Hoje, em entrevista ao jornal Público, Francisco Louçã defende que um Governo de esquerda (que não inclui certamente o PS nesta definição) tem que “controlar o crédito em Portugal”. E prossegue defendendo que
Esse controlo é necessário "para evitar o desvio da capacidade produtiva" e "a perda de investimento para a especulação financeira", que advém de existir "um sistema financeiro que se alimenta da especulação sobre o seu próprio país" (…) "Controlar o crédito é a medida essencial para ter uma política virada para o investimento."
Ou seja, parece-me que a alternativa apresentada pelo em breve ex-líder o BE é um sistema ‘capitalista’ do tipo chinês: controlo do crédito pelo Estado e aposta no investimento.
De facto, no pseudo-capitalismo da República Popular da China, a propriedade privada já é permitida.

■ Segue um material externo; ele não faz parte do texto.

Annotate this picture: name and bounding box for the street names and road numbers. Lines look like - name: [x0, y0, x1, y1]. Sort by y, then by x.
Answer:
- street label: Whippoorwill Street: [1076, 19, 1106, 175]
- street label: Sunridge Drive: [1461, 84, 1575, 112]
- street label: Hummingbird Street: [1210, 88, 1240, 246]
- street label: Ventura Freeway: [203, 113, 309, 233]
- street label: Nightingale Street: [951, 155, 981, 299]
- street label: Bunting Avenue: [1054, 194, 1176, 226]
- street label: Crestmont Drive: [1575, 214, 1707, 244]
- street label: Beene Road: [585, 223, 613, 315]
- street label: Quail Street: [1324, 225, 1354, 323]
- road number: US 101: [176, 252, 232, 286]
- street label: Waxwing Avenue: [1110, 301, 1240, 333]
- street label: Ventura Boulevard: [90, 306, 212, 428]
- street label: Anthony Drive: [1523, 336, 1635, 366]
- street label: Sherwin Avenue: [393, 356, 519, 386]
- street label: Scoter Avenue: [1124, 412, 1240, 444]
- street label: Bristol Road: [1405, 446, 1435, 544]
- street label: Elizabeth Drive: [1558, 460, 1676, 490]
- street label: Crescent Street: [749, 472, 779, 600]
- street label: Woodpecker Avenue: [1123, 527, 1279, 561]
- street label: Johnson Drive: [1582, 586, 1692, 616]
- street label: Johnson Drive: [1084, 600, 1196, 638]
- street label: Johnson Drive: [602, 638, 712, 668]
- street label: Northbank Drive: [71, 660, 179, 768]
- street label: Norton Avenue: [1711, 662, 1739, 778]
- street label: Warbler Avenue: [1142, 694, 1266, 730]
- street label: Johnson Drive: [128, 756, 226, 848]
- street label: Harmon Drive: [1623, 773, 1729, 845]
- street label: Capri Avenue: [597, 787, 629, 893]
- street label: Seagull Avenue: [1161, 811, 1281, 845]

No entanto, falta-lhe um elemento fundamental do sistema capitalista: a livre iniciativa, de onde brota a inovação ou a ‘destruição-criadora’ como lhe chamou Schumpeter. Na China, a livre iniciativa está coarctada pelo controlo dos mercados de crédito pelo Estado, estando a escolha dos projectos de investimento nas mãos de burocratas, o que torna a corrupção num dos seus mais graves problemas. A China investe todos os anos, há décadas, cerca de 40% do rendimento, sendo o excesso de capital e a sua baixa produtividade são outro grave problema desta economia.
Em Portugal também temos o exemplo de algumas decisões absurdas da Caixa Geral de Depósitos, que nos podem dar uma ideia do tipo de problemas que poderiam resultar de termos o crédito nas mãos do Governo. Claro que esta proposta de Francisco Louçã assume certamente que os dirigentes estariam imunes a pressões e teriam a capacidade técnica de identificar os investimentos que garantiriam o crescimento da economia.

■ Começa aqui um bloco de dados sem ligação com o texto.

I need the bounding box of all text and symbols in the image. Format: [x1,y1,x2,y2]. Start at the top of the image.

No entanto, é ainda importante recordar que para haver crédito para o Estado distribuir é preciso haver poupança, nacional e/ou internacional. Na China é nacional: a taxa de poupança aproxima-se de 50% do PIB, o consumo representa apenas cerca de 30% do PIB. Ou seja, o investimento é financiado à custa das famílias, que poupam porque não existe Estado Social e o crédito ao consumo é incipiente.
Em Portugal, com um Governo do tipo sugerido por Francisco Louçã, o crédito teria de ser alimentado por poupança nacional – embora falte informação, não são precisos especiais dons de predição para adivinhar o que aconteceria à classe média com este projecto.
Sendo necessário introduzir correções no funcionamento dos sistemas financeiros ocidentais, não acredito nesta alternativa de Francisco Louçã porque continuo a acreditar que o capitalismo é o melhor de todos os sistemas e o crédito bancário é essencial ao seu funcionamento. Recordo a esse propósito a definição de Capitalismo que Joseph Schumpeter escreveu para a Encyclopaedia Britannica:
“Uma sociedade diz-se capitalista se entregar a condução do seu processo económico à iniciativa privada. Pode dizer-se que isto implica, em primeiro lugar, propriedade privada dos meios de produção (…); em segundo lugar, implica produção por iniciativa privada (…); Mas, em terceiro lugar, o crédito bancário é tão essencial ao funcionamento do sistema capitalista que, apesar de não estar estritamente implicado na sua definição, deve ser acrescentado aos outros dois critérios.”